I first recognized the importance of showing plants in scale when I photographed the Hardy Succulents book, (still in print and available in our store). My co-author, Gwen Kelaidis, an alpine garden specialist in Colorado, did not want me to photograph anything in California.  She knew it would be misleading  to gardeners in colder parts of the country where succulents in general never get as large as California grown.  Because aloes really are quite tender we didn’t use them in the book anyway, but the lesson was learned, a good garden photo is not just eye candy it needs to inform.

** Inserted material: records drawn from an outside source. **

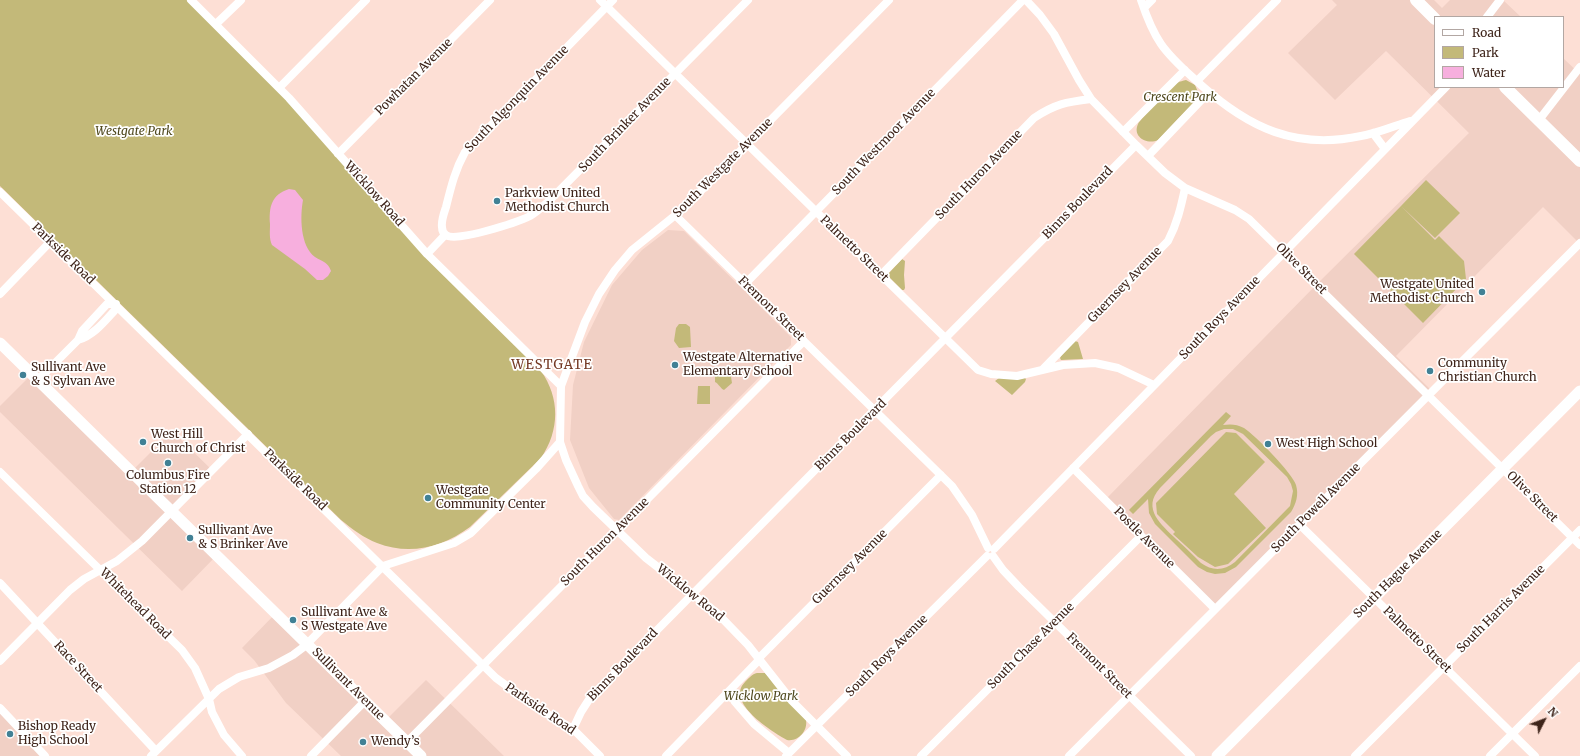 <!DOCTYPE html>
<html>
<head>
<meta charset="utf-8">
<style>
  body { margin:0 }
  #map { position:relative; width:1580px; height:756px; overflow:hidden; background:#fddfd5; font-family:Merriweather,serif }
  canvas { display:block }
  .legend { position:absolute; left:1434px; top:16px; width:130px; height:72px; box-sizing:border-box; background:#fff; border:1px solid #b2a7a3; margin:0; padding:5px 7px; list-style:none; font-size:12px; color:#3e241a }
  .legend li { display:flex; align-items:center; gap:8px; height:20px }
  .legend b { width:20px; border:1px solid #b2a7a3 }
  .north { position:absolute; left:1524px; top:700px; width:40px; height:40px; -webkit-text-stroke:3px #fff; paint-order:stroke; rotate:48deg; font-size:11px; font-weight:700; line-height:16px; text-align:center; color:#3e241a }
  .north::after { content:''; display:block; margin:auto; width:14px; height:18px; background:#3e241a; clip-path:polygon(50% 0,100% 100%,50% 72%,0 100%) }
</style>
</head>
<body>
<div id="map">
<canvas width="1580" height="756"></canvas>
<ul class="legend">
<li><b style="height:5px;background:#fff"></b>Road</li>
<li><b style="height:11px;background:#c3b979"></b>Park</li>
<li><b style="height:11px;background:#f7afde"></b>Water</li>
</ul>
<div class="north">N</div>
</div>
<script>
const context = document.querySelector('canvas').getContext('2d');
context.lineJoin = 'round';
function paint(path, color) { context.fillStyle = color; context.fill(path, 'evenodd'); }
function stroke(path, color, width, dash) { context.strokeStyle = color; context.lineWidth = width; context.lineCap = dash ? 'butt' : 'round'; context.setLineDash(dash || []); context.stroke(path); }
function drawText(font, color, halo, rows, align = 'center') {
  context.font = font + ' Merriweather,serif'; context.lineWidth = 3.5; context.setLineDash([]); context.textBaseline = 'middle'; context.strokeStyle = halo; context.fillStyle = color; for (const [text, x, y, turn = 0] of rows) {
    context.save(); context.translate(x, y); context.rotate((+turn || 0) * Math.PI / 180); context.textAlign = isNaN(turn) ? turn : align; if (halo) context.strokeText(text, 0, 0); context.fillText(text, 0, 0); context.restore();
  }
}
paint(new Path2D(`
  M1332 0H1434L1442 8 1450 0H1503L1521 17H1435V87H1563V58L1580 74V244L1543 207 1396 356 1430 389 1215 606 1106 499 1316 285 1469 133 1386 51 1335 100 1288 53 1337 5Z
  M668 230 684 231 791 337V345L619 520 614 519 589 488 570 440 573 385 584 342 612 285 642 250Z
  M33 373 132 471 172 431 214 472 174 512 218 554 182 591 0 412V406Z
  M277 612 387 719 426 680 504 756H341L286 703 254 660 242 648Z
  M0 712 40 756H0Z`), '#f1d0c5');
paint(new Path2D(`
  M0 0H187L264 76 541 371C560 398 560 430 541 458L470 527C443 547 410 556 377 543 364 538 352 529 341 520L0 186Z
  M1186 80 1195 85 1198 92 1196 100 1158 140C1147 145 1132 137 1138 124 1141 118 1171 87 1177 83 1180 81 1183 81 1186 80Z
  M1426 180 1460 213 1435 238 1401 206Z
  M1401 206 1435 240 1439 236 1464 261 1466 279 1423 323 1354 254Z
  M902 259 905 261 904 275 905 288 904 290H902L887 275Z
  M679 324H686L690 327 691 347 679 348 674 341 676 328Z
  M1075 341 1078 342 1083 359 1061 360 1060 358 1061 356Z
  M715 369H727L730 371 732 383 724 390C720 388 719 384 715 382Z
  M1024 377 1026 379 1025 382 1012 395 995 381 999 378Z
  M698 386H710V404H697Z
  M1226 412 1231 416 1223 425C1230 424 1237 424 1244 428 1255 435 1293 474 1296 485 1299 495 1296 504 1291 512L1236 567 1225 573 1215 574 1207 572 1198 567 1155 524 1149 513 1148 499 1133 514 1129 510ZM1224 429H1233L1243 434 1287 477 1291 484 1293 491 1290 506 1235 562C1224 571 1212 571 1201 563 1193 555 1185 547 1176 539 1162 525 1141 509 1160 488L1211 436 1216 432Z
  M1226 432 1236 433 1265 462 1234 494 1266 528 1228 564 1215 567 1198 557 1173 534 1175 532 1157 514 1156 503Z
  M757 673H765L768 676 806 720C808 731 798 742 787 740 771 731 725 702 745 682 749 678 752 674 757 673Z`), '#c3b979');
paint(new Path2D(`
  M289 189 295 190 303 200C300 216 300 246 315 257 323 262 328 262 331 271L328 276 323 280H317L305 269 272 245C269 238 270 232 270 224 269 207 271 195 289 189Z`), '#f7afde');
stroke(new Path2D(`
  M191 0 289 98 427 254 561 386
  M600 0 978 370 991 374 1017 376 1063 365 1095 363 1118 368 1154 385
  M613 0 465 152C455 170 451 187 446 207 444 213 441 221 442 227 442 231 443 233 446 235 455 243 518 222 530 216 537 212 543 206 549 201L748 0
  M1026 0 1040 15 1054 34 1079 80 1091 99 1136 145 1165 173 1185 188 1235 210 1249 219 1580 545
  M1141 0C1146 15 1152 31 1161 44 1172 60 1187 72 1201 85 1249 128 1296 150 1361 136 1378 133 1394 126 1410 121
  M1144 8 1152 0
  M1487 17 1500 0
  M216 24 241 0
  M1197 81 1277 0
  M279 88 366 0
  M1539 120 1580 67
  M1123 132 1185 70
  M1373 133 1385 149
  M338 154 490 0
  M1148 156 1209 92
  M0 192 496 678 537 708 573 729 600 756
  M676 216 952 486 972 515 988 548
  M427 254 445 235
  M881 275 1034 118C1055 104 1066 102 1091 99
  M745 284 1023 0
  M0 294 51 241
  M1043 369 1168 241C1177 224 1181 207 1185 188
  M38 380 78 340 82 331 107 304H116L115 310C104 322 94 335 78 340
  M1073 468 1215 609
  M0 472 182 650 195 668 209 699 212 712 224 735 242 756
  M1300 525 1535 756
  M994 549 1446 87
  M993 556 1003 570 1019 587 1191 756
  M0 583 156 751
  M758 659 941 475
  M0 661 70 590 84 579 117 561 142 541 248 434
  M729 691 735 702 754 724 789 753
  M0 708 45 756
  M573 729 581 712 590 698 1136 145
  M407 742 804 341
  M151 756 219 689 239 677 269 668 293 655 305 646 383 566 454 543 471 533 536 469 560 442
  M311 756 365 701
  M666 756 759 660
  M786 756 987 556
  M847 756 792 701 748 645 717 613 646 558 593 507 583 496 578 486 566 460 560 442 561 386 585 322 599 294 615 270 632 250 683 209 889 0
  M921 756 1141 536
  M1069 756 1580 243
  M1355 756 1580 530
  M1490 756 1580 666`), '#fff', 8);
stroke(new Path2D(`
  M0 343 421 756
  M1217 756 1580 391`), '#fff', 11);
stroke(new Path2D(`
  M1416 0 1435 19
  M1505 87 1580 161`), '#fff', 12);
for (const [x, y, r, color] of [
  [497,201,4,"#418195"],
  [1482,292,4,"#418195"],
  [675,365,4,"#418195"],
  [1430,371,4,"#418195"],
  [23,375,4,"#418195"],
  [143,442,4,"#418195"],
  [1268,444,4,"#418195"],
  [168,463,4,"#418195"],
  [428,498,4,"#418195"],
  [190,538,4,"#418195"],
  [293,620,4,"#418195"],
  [10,734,4,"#418195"],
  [363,742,4,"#418195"]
]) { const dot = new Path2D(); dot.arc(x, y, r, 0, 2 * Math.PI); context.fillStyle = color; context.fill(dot); stroke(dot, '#fff', 1.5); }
drawText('12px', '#3e241a', '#fff', [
  ["Powhatan Avenue",414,77,-45],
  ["South Algonquin Avenue",517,99,-46],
  ["South Brinker Avenue",625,125,-46],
  ["South Westmoor Avenue",884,142,-46],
  ["South Westgate Avenue",723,168,-45],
  ["South Huron Avenue",979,175,-46],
  ["Wicklow Road",374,194,48],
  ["Binns Boulevard",1078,203,-46],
  ["Palmetto Street",854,249,44],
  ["Parkside Road",63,254,44],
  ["Olive Street",1301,269,45],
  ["Guernsey Avenue",1125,285,-46],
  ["Fremont Street",771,309,44],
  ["South Roys Avenue",1220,318,-46],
  ["Binns Boulevard",851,435,-45],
  ["Parkside Road",295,480,44],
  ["Olive Street",1532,497,45],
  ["South Powell Avenue",1316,508,-45],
  ["Postle Avenue",1144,538,45],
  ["South Huron Avenue",605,542,-45],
  ["Guernsey Avenue",850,567,-45],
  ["South Hague Avenue",1398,574,-45],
  ["Wicklow Road",690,593,39],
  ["Whitehead Road",135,604,45],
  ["South Harris Avenue",1501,609,-45],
  ["Palmetto Street",1417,640,44],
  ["South Chase Avenue",1031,646,-45],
  ["South Roys Avenue",887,656,-45],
  ["Binns Boulevard",623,665,-46],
  ["Fremont Street",1099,666,45],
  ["Race Street",78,667,47],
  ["Sullivant Avenue",348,684,45],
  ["Parkside Road",540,709,34]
]);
drawText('italic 12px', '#4f481d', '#fff', [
  ["Crescent Park",1180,98],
  ["Westgate Park",134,132],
  ["Wicklow Park",761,697]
]);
drawText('12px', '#3e241a', '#fff', [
  ["Parkview United",505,194],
  ["Methodist Church",505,208],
  ["Westgate United",1474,285,"right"],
  ["Methodist Church",1474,299,"right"],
  ["Westgate Alternative",683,358],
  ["Elementary School",683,372],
  ["Community",1438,364],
  ["Christian Church",1438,378],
  ["Sullivant Ave",31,368],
  ["& S Sylvan Ave",31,382],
  ["West Hill",151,435],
  ["Church of Christ",151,449],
  ["West High School",1276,444],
  ["Columbus Fire",168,476,"center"],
  ["Station 12",168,490,"center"],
  ["Westgate",436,491],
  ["Community Center",436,505],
  ["Sullivant Ave",198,531],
  ["& S Brinker Ave",198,545],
  ["Sullivant Ave &",301,613],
  ["S Westgate Ave",301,627],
  ["Bishop Ready",18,727],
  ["High School",18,741],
  ["Wendy’s",371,742]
], 'left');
context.letterSpacing = '1px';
drawText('13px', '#743924', '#fff', [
  ["WESTGATE",552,365]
]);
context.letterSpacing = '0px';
</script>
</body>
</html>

The Desert Garden at the Huntington Library in San Marino, California has been growing aloes for 100 years. It is an awe inspiring garden of Dr. Seuss like plants. The 10 acre, beautifully maintained garden has allowedallowed the plants room to grow to full maturity so that a visitor can get a perspective of  the plants among themselves.  Here are more photos a post from 2023 on the Desert Garden.

The garden has just gone through a major upgrade and the beds around the Mary Alice Huntington Desert Conservatory have been renovated with some huge specimens. That same Aloe we saw above, here in context:

New garden beds in the Desert Garden at The Huntington Library

Now that’s starting to show some perspective ! It is definitely not a small plant.

I arrived in the early morning with the sun just clearing out the morning mist. It was a magical time. The large flowering Aloe was obviously a stand out and I wanted to find the best angle to set it apart from the busy textures around it.

This is exactly the time when a garden photographer should not feel hurried, now is the time to absorb the scene, take a deep breath and look.  Indeed it’s in these times we can really see, and the camera gives us the photographer that opportunity to slow down and look carefully, especially with a tripod which I always use, as much for technical reasons and sharpness as for contemplation and composition.

In order to get the specimen shot, the kind of in situ garden photo I like to use to illustrate plants, I only had to move a little bit, to place the flowering aloe in a somewhat open space under the huge tree Aloe in the distance, zoom in a bit with the lens, and then set the aperture so that everything was not super sharp. I only wanted the aloe to be crisp.

Flowering aloe in the Desert Garden at The Huntington Library

As I admired the Aloe through the camera and contemplated a close-up shot of the flowers a bird flew in. Did you see it camouflaged in that opening picture ?

Yellow rump warbler singing in flowering Aloe; The Desert Garden at The Huntington Library

I am sure that Yellow-rump Warbler had a different perspective than I did.